You Zhang,Ge Zhu,Fei Jiang,Zhiyao Duan
DOI: https://doi.org/10.48550/arXiv.2104.01320
2021-10-11
Abstract:Spoofing countermeasure (CM) systems are critical in speaker verification; they aim to discern spoofing attacks from bona fide speech trials. In practice, however, acoustic condition variability in speech utterances may significantly degrade the performance of CM systems. In this paper, we conduct a cross-dataset study on several state-of-the-art CM systems and observe significant performance degradation compared with their single-dataset performance. Observing differences of average magnitude spectra of bona fide utterances across the datasets, we hypothesize that channel mismatch among these datasets is one important reason. We then verify it by demonstrating a similar degradation of CM systems trained on original but evaluated on channel-shifted data. Finally, we propose several channel robust strategies (data augmentation, multi-task learning, adversarial learning) for CM systems, and observe a significant performance improvement on cross-dataset experiments.

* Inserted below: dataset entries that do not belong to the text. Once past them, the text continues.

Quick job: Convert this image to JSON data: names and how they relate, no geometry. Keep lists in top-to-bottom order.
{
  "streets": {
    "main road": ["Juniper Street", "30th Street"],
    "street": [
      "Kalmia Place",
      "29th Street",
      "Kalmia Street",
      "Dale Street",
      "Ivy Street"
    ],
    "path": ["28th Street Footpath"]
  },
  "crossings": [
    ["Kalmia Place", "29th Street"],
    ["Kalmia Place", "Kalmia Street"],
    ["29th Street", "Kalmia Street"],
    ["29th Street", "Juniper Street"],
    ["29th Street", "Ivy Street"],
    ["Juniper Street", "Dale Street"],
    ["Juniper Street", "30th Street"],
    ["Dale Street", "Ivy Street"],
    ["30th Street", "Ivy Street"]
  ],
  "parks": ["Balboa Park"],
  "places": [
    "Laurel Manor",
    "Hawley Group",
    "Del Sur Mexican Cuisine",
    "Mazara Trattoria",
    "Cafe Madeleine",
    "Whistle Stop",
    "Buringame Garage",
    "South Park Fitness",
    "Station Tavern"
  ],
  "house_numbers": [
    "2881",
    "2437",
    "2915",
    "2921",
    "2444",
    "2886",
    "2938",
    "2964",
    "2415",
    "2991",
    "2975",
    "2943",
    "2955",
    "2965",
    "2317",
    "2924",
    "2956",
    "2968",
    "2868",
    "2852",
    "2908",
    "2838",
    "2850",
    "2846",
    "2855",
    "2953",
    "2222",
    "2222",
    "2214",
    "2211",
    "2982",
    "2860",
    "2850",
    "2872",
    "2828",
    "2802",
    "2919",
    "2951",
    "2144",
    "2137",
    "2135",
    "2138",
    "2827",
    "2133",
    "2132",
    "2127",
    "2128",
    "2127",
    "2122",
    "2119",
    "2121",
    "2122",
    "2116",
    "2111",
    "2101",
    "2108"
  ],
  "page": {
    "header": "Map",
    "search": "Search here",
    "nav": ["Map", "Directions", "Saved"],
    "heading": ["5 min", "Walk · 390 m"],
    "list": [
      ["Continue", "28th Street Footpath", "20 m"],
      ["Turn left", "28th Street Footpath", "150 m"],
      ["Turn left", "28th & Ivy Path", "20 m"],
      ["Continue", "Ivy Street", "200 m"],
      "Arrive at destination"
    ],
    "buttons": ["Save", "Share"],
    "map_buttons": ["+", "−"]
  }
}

Audio and Speech Processing,Sound
What problem does this paper attempt to address?
The problem that this paper attempts to solve is the significant performance degradation of counter - measure systems (CM systems) against spoofing (anti - synthetic - speech - spoofing) in cross - dataset evaluations. Specifically, when these CM systems are trained on a specific dataset and then tested on other different datasets, their ability to detect genuine speech and spoofing attacks will be greatly reduced. One of the reasons for this performance degradation may be the differences in channel effects between different datasets. The paper proves this through experiments and proposes some strategies to improve the robustness of CM systems to channel changes, such as data augmentation, multi - task learning and adversarial learning, thereby significantly improving the performance of the system in cross - dataset experiments.